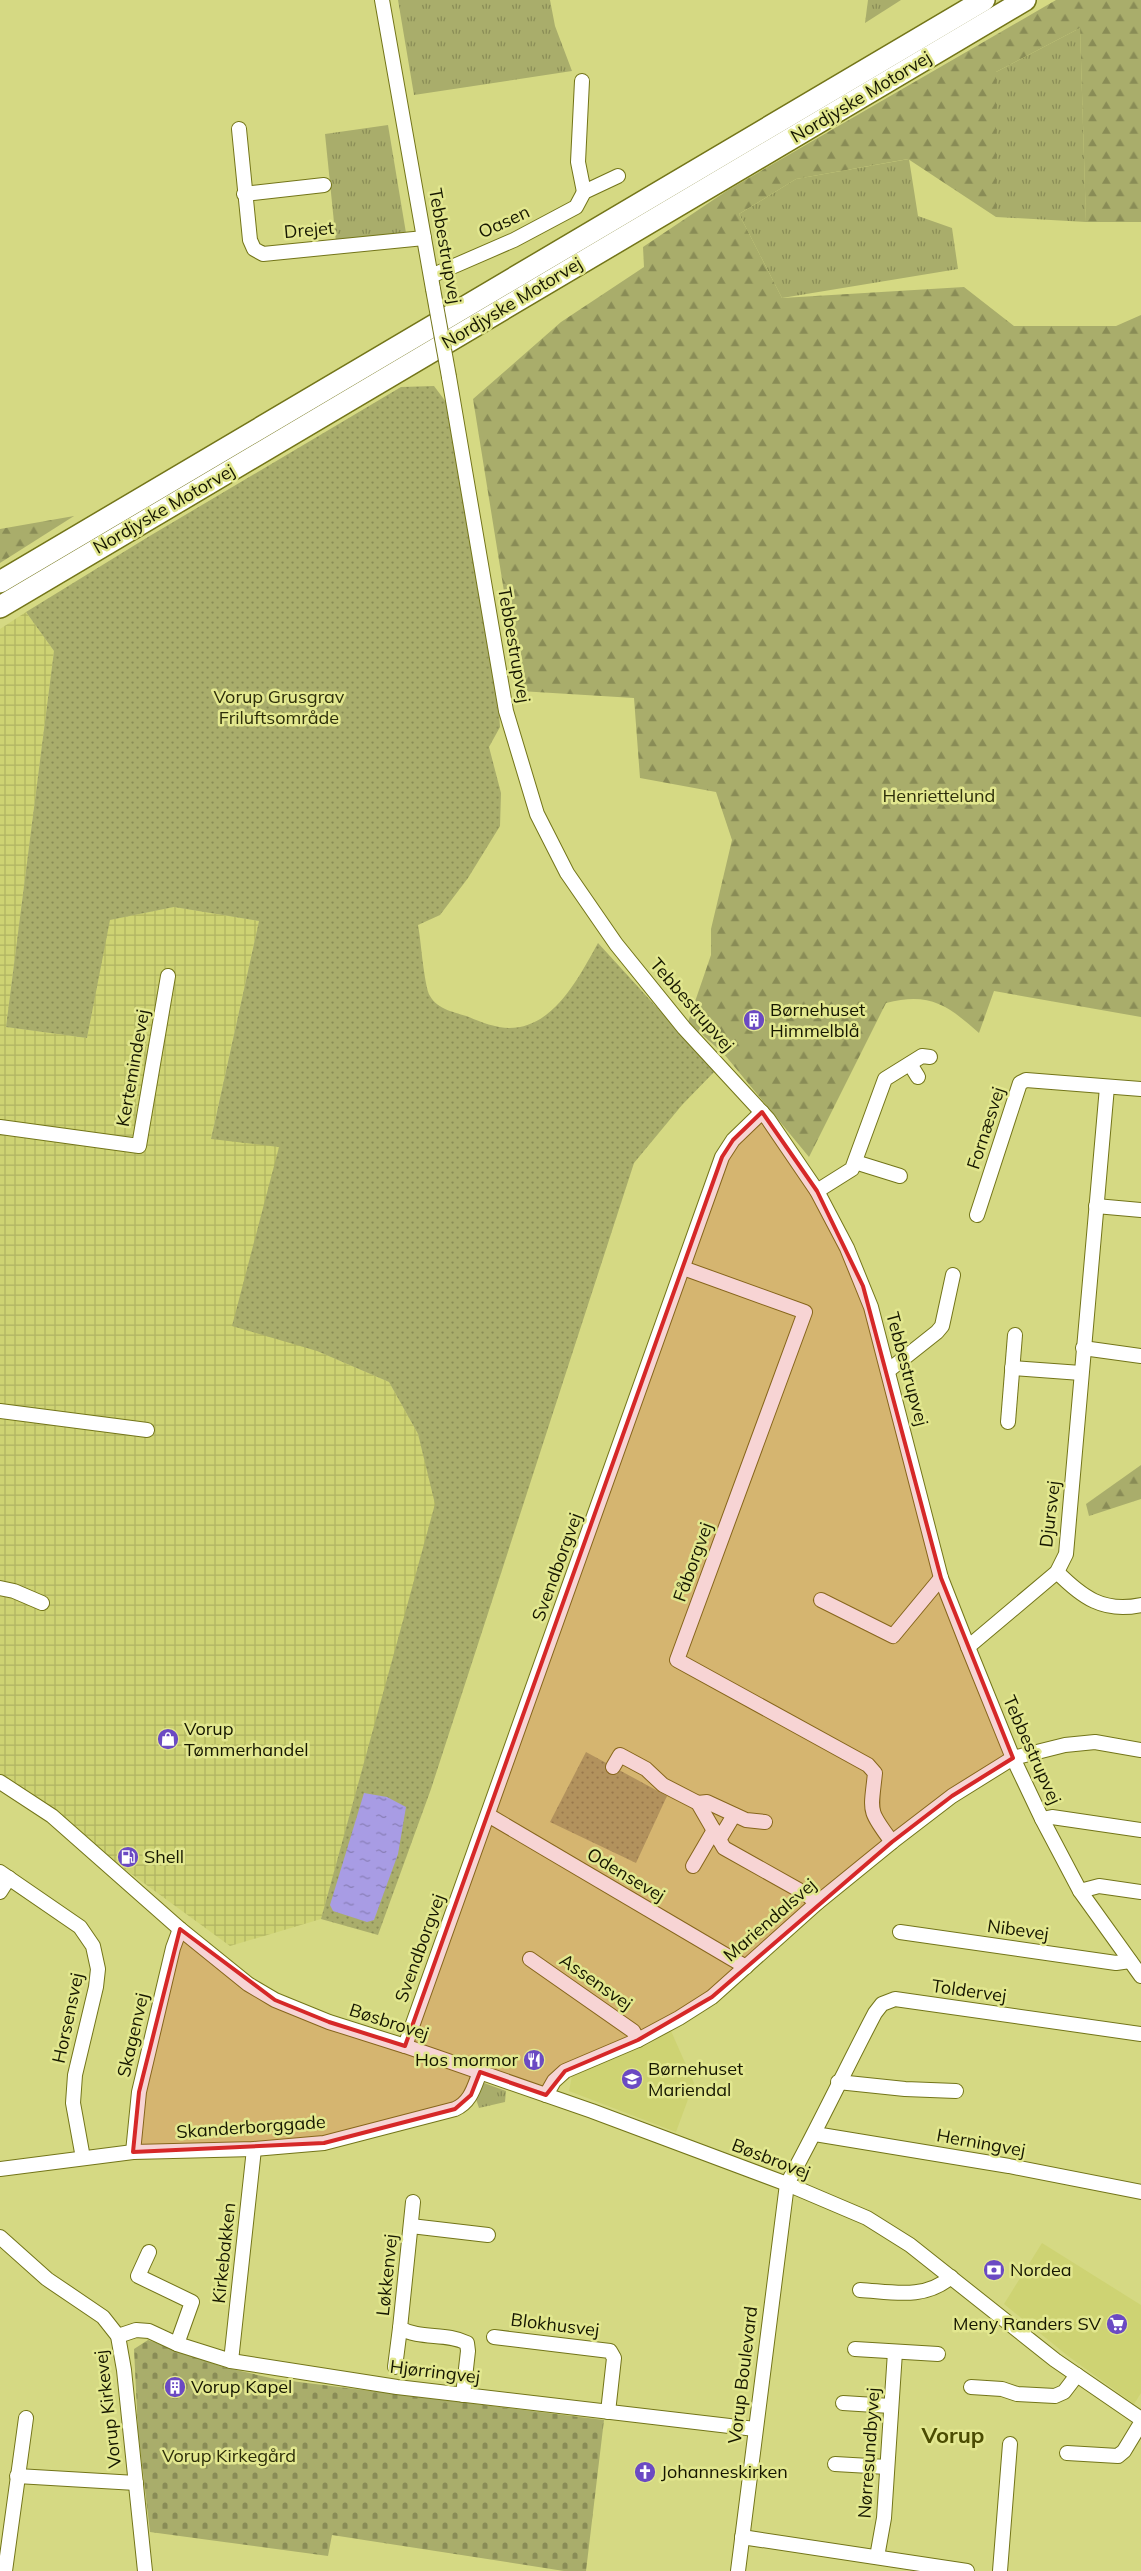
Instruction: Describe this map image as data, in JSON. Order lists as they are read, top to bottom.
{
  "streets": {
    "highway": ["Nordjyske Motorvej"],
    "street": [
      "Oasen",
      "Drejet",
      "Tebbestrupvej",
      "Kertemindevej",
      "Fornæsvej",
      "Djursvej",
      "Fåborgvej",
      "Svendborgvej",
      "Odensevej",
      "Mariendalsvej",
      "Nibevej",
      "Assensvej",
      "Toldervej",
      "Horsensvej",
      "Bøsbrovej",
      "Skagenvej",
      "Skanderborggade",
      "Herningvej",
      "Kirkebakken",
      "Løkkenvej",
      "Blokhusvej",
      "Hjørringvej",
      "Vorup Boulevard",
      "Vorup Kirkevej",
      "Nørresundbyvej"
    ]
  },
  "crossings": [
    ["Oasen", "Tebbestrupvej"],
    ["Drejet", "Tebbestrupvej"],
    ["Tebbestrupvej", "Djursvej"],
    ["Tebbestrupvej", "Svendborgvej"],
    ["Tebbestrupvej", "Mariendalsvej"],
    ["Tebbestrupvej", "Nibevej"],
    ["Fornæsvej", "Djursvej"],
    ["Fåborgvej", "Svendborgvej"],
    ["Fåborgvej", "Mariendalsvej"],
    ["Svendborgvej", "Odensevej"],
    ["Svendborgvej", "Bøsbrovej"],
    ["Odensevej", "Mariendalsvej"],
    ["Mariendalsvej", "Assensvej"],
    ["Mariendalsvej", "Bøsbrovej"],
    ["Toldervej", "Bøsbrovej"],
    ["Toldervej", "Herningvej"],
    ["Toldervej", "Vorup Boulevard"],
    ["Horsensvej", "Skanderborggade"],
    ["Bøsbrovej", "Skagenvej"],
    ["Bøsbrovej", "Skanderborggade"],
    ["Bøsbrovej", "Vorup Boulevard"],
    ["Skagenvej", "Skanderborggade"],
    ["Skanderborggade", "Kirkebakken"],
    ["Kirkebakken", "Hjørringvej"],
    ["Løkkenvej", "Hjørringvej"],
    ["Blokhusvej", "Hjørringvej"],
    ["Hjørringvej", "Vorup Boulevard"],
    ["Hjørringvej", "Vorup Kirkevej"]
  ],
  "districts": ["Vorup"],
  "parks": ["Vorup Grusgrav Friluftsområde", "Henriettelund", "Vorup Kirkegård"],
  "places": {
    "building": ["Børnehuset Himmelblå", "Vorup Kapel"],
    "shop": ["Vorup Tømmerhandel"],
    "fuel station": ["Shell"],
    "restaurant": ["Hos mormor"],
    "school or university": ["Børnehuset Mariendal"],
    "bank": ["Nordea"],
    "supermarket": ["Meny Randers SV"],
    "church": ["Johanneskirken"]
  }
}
• • • • •
◆ **Exercise description**
Which lines contain "Kirkevej"? Copy each of them from the listing.

◆ **Your solution**
      "Vorup Kirkevej",
    ["Hjørringvej", "Vorup Kirkevej"]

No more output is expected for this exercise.